2. Fill in your STUDENTID (abc123) in the code block below.
3. Make sure you fill in any place that says `#YOUR CODE HERE` or "YOUR ANSWER HERE"
4. When filling in `#YOUR CODE HERE` sections, remove or comment out the line  
  - `raise NotImplementedError()`

By submitting this notebook for grading, you affirm that all work was produced by the author identified below, and that references are included for all use of public source material (to include code, data, diagrams, pictures, and verbatim text).

In [1]:
STUDENTID = "tfs436"

---

# AS01 - Review of Python Libraries
**Version:**  1.0  
**Total Points:**  5.0

## Objective
The objective of this assignment is to review some useful basics of Python, Pandas, and Matplotlib.

## Background
You may find the following references helpful

| Documentation | URL |
| :--- | :--- |
| Python | https://docs.python.org/3.7/library/index.html |
| Pandas | https://pandas.pydata.org/pandas-docs/stable/reference/index.html |
| Matplotlib | https://matplotlib.org/api/_as_gen/matplotlib.pyplot.html#module-matplotlib.pyplot |
| Numpy | https://docs.scipy.org/doc/numpy/reference/index.html |
| Seaborn | http://seaborn.pydata.org/ |

## Setup
Put imports up front and use consistent nomenclature for `as` names

In [2]:
# Imports and globals for this exercise
# Setup notebook for interactive graphics
%matplotlib notebook
# mainline tools
import os
import math
import re
import numpy as np
import pandas as pd
import scipy.stats as st
# graphics
import matplotlib.pyplot as plt
import matplotlib.dates as mdates
import matplotlib as mpl
import seaborn
# Cartograpy support
import mplleaflet as mlf
# indirectly referenced libraries
import pyarrow
import fastparquet

# Ensure the Dataset root is available
sDataRoot = os.environ['DATASETS_ROOT']
assert os.path.exists(os.path.join(sDataRoot,'readme.txt'))

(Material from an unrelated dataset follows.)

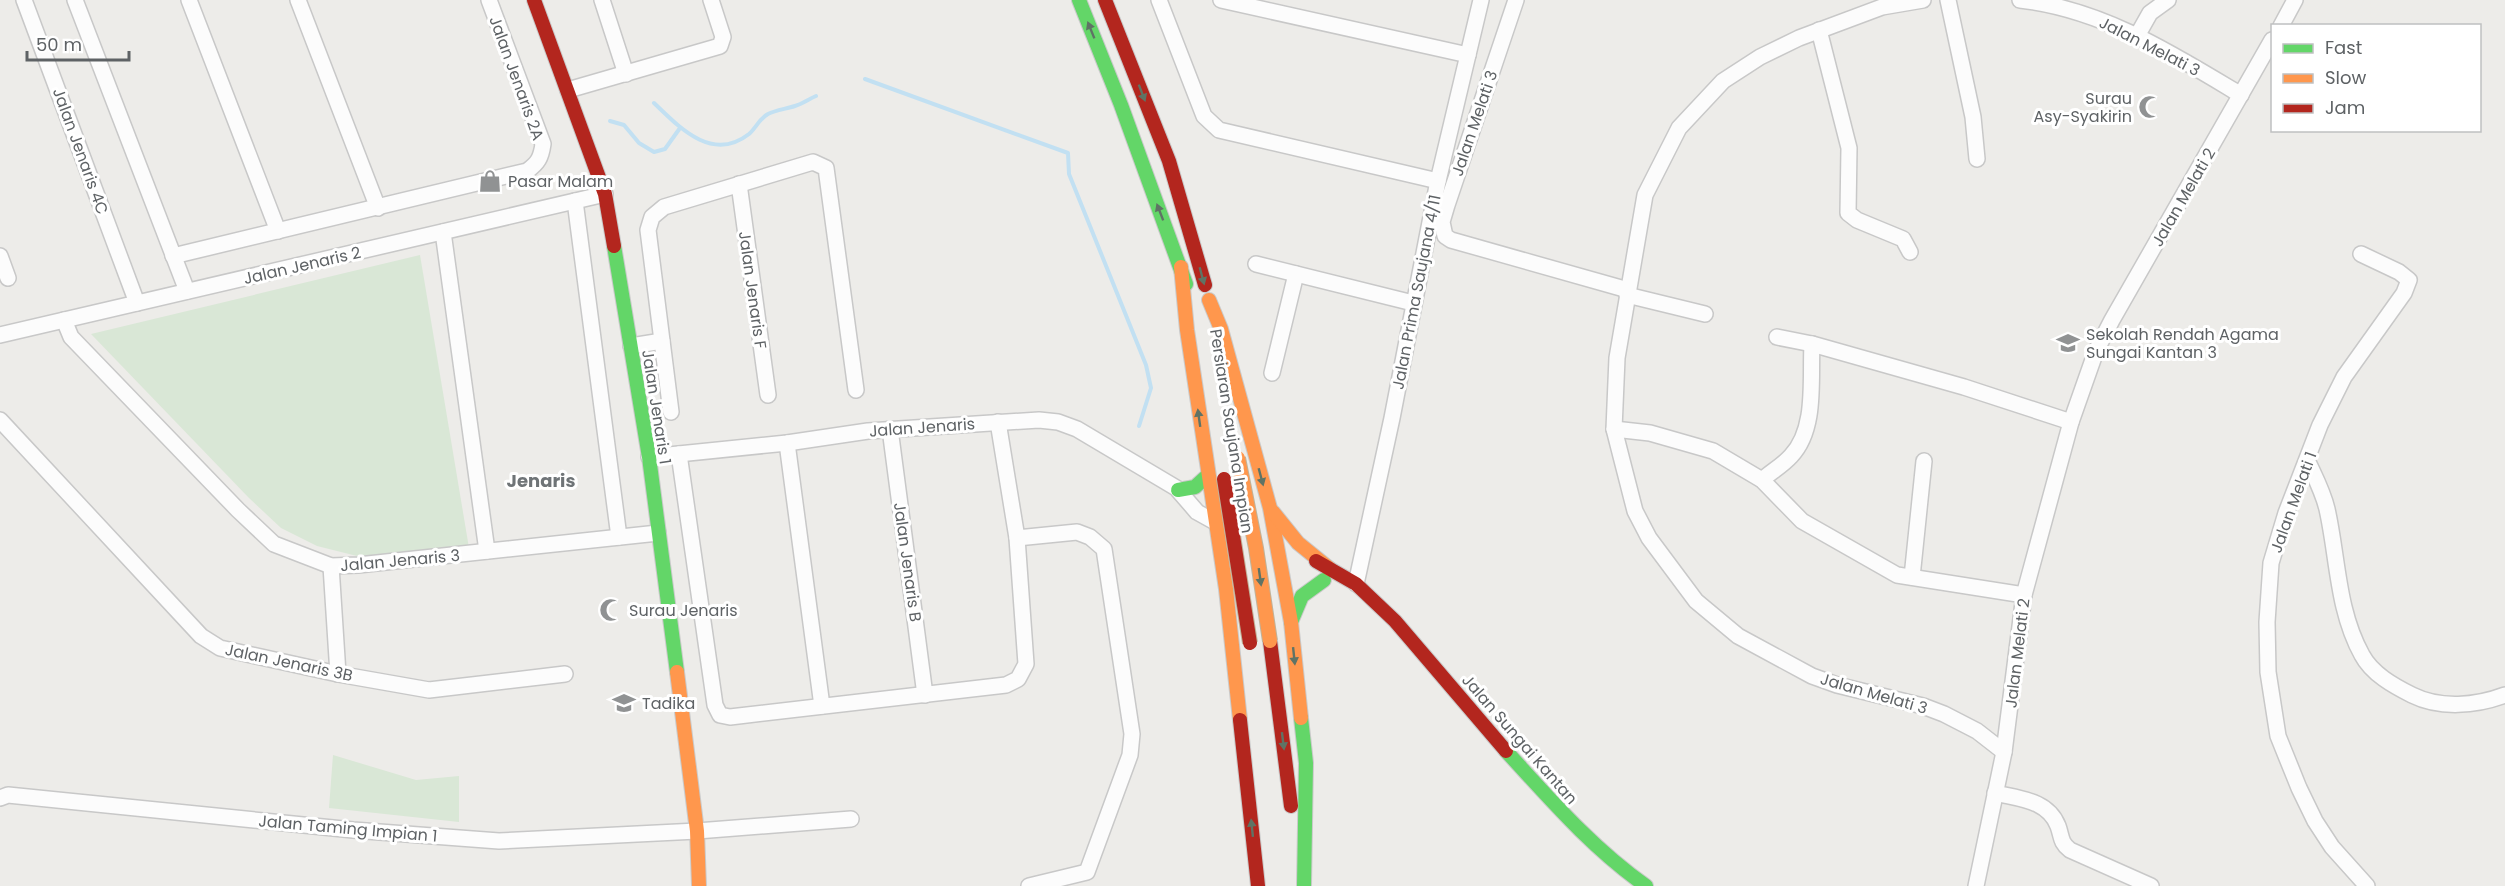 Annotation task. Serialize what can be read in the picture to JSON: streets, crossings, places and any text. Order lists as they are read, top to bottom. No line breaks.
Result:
{"streets":{"main road":["Jalan Jenaris 1","Persiaran Saujana Impian","Jalan Sungai Kantan"],"street":["Jalan Melati 3","Jalan Jenaris 2A","Jalan Jenaris 4C","Jalan Melati 2","Jalan Jenaris 2","Jalan Jenaris F","Jalan Prima Saujana 4/11","Jalan Jenaris","Jalan Melati 1","Jalan Jenaris 3","Jalan Jenaris B","Jalan Jenaris 3B","Jalan Taming Impian 1"]},"crossings":[["Jalan Melati 3","Jalan Melati 2"],["Jalan Jenaris 4C","Jalan Jenaris 2"],["Jalan Jenaris 2","Jalan Jenaris 1"],["Jalan Jenaris 2","Jalan Jenaris 3"],["Jalan Prima Saujana 4/11","Jalan Sungai Kantan"],["Jalan Jenaris 1","Jalan Jenaris"],["Jalan Jenaris 1","Jalan Jenaris 3"],["Jalan Jenaris 1","Jalan Taming Impian 1"],["Jalan Jenaris","Jalan Jenaris B"],["Jalan Jenaris","Jalan Sungai Kantan"]],"districts":["Jenaris"],"places":{"mosque":["Surau Asy-Syakirin","Surau Jenaris"],"shop":["Pasar Malam"],"school or university":["Sekolah Rendah Agama Sungai Kantan 3","Tadika"]},"legend":["Fast","Slow","Jam"],"scale_bar":"50 m"} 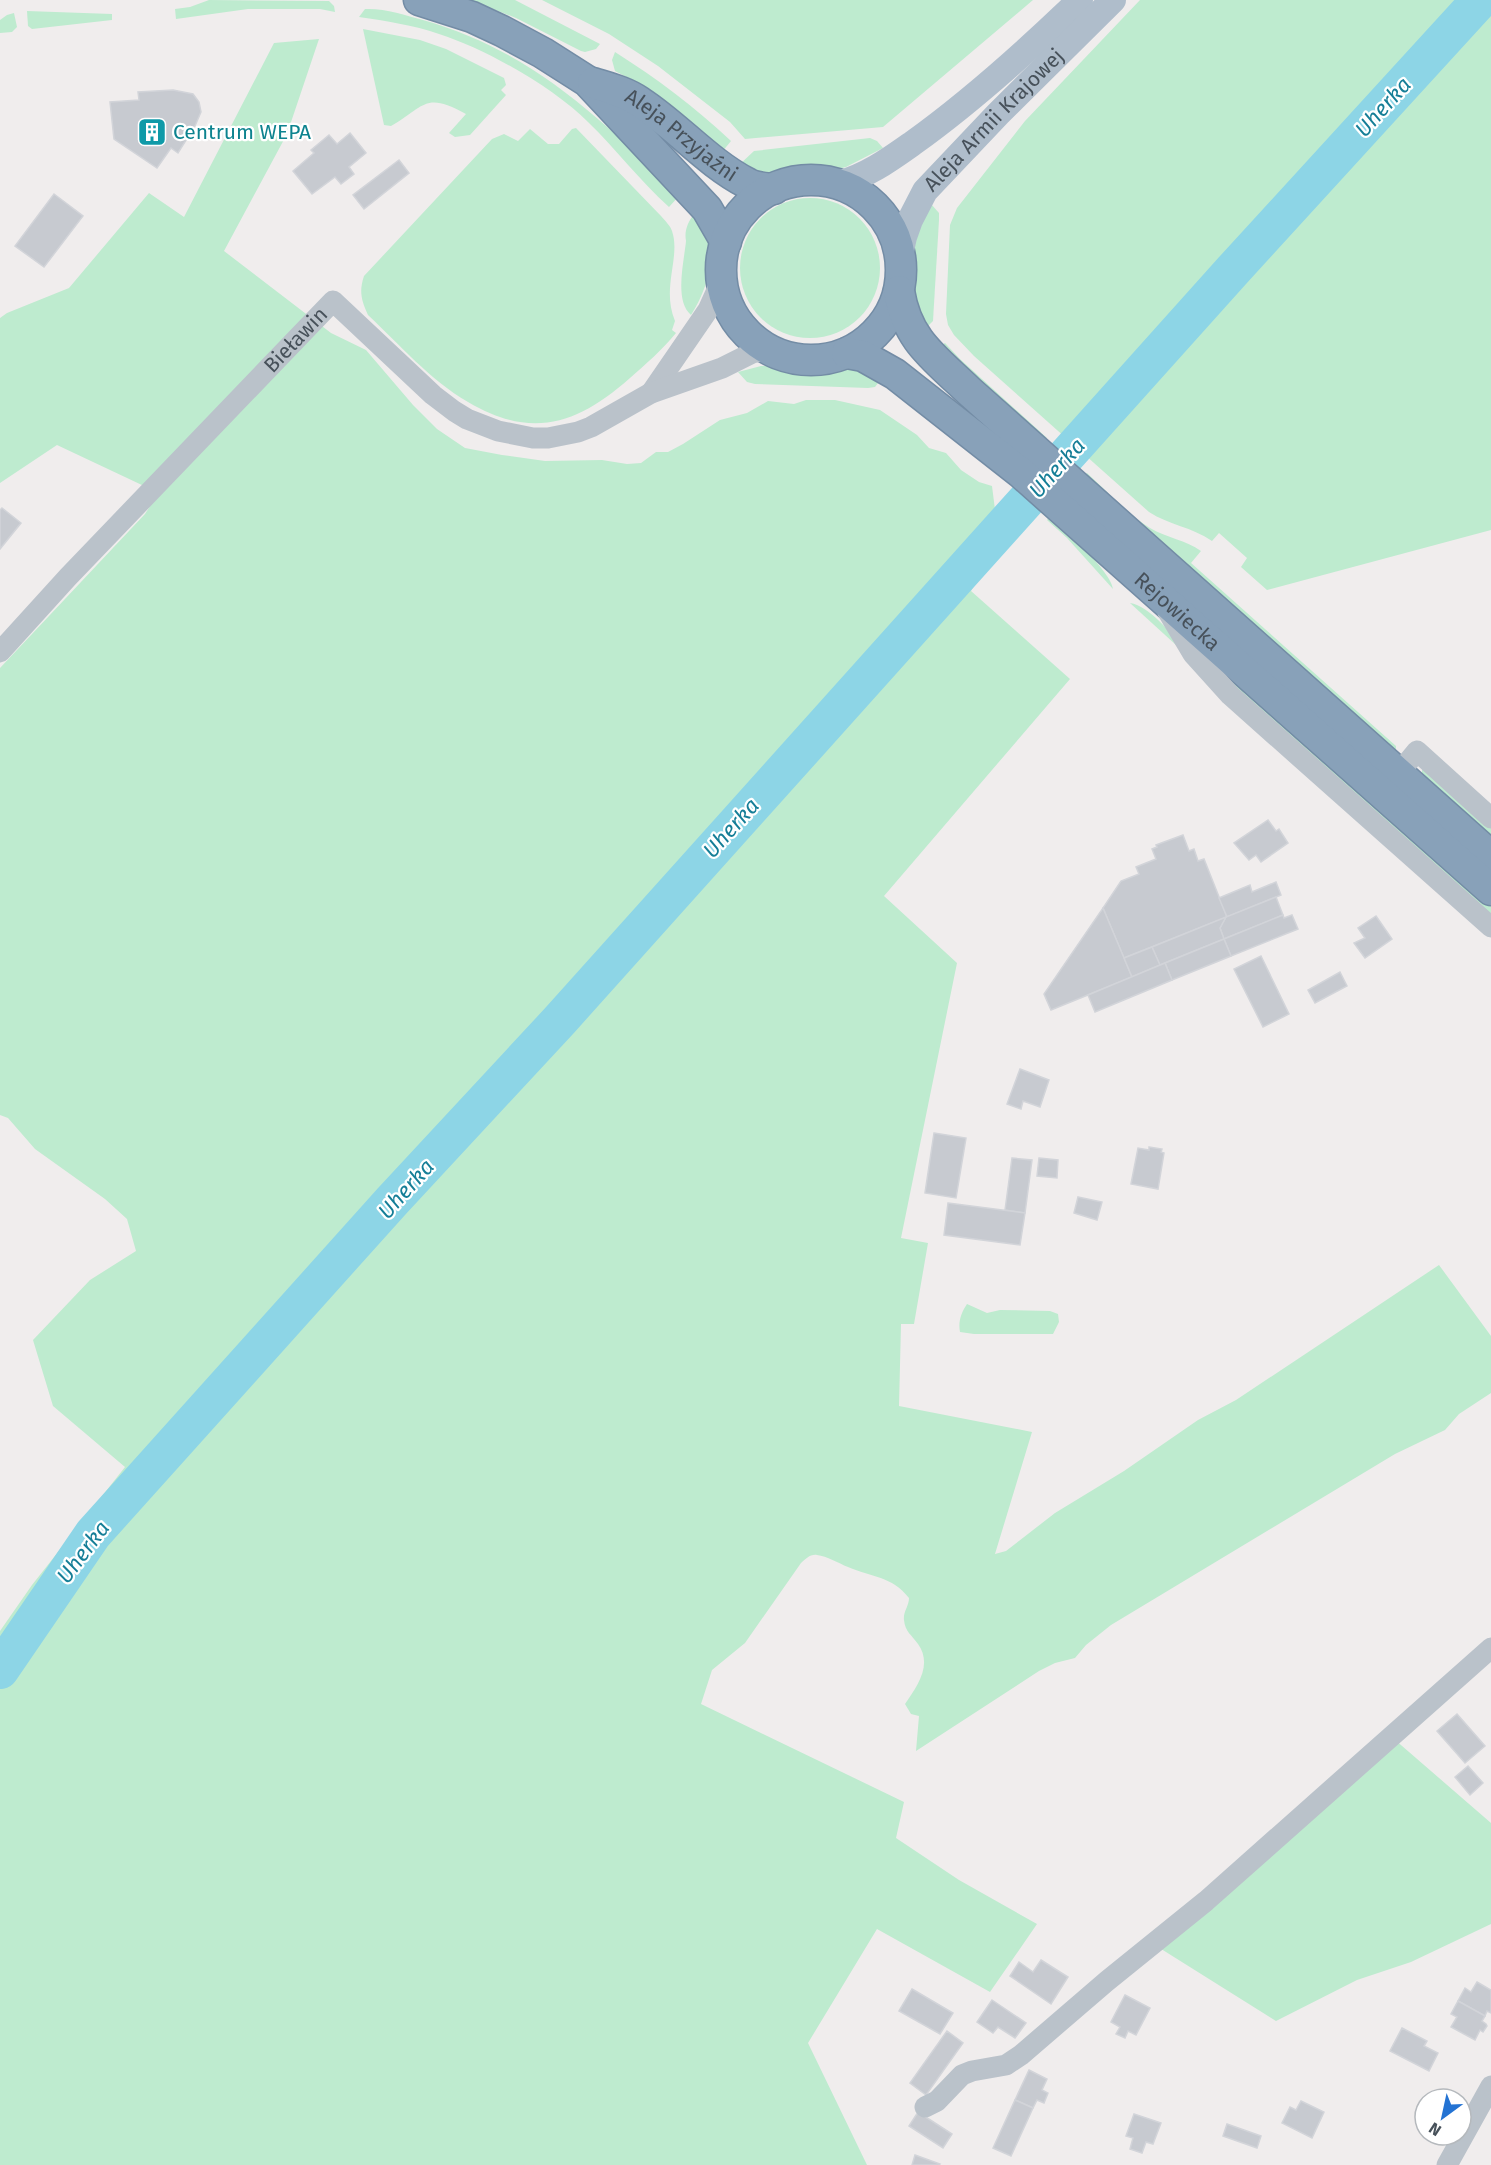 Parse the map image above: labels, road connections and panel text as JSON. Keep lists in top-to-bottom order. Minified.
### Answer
{"streets":{"highway":["Aleja Przyjaźni","Rejowiecka"],"main road":["Aleja Armii Krajowej"],"street":["Bieławin"]},"crossings":[["Aleja Armii Krajowej","Aleja Przyjaźni"],["Aleja Armii Krajowej","Bieławin"],["Aleja Armii Krajowej","Rejowiecka"],["Aleja Przyjaźni","Bieławin"],["Aleja Przyjaźni","Rejowiecka"],["Bieławin","Rejowiecka"]],"water":["Uherka"],"places":{"building":["Centrum WEPA"]},"north":"bottom left"}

# Uniform place to save temporary data and avoid lengthy reprocessing
sTempDir = os.path.join(os.environ['HOMEDRIVE'], os.environ['HOMEPATH'],'_tmp')
if not os.path.exists(sTempDir):
    os.makedirs(sTempDir)


## Python Review


### Pythagorean Theorum (1 point)
Write a function that calculates the hypotenuse of a triangle given the length of 2 sides.  
The formual is $c = \sqrt{a^2 + b^2}$  
Make sure it handles the case where $a<0$ or $b<0$ by raising a `ValueError`.

In [3]:
def pythagoras(a, b):
    """Compute the hypotenuse of a triangle given the lenght of two sides (a,b)
    """
    return math.sqrt(a**2 + b**2)

In [4]:
## This is an automatically graded test cell.
# It contains public tests that you can use to help determine whether your
# functions are correct. It also contains hidden tests that are run by
# the autograder.

# Public tests
# ---------------------------------------------------------
np.testing.assert_almost_equal(pythagoras(1,1), 1.4142, decimal=4, err_msg='Almost equality failed', verbose=True)
np.testing.assert_almost_equal(pythagoras(3,4), 5.0, decimal=4, err_msg='Almost equality failed', verbose=True)
assert '{:.4f}'.format(pythagoras(2,3)) == '3.6056'


## Pandas Review
For these problems, we'll use a dataset obtained from the [Worldbank education statistics](https://databank.worldbank.org/source/education-statistics-^-all-indicators/)  
The dataset contains education information for 264 countries for the years 1990 to 2018.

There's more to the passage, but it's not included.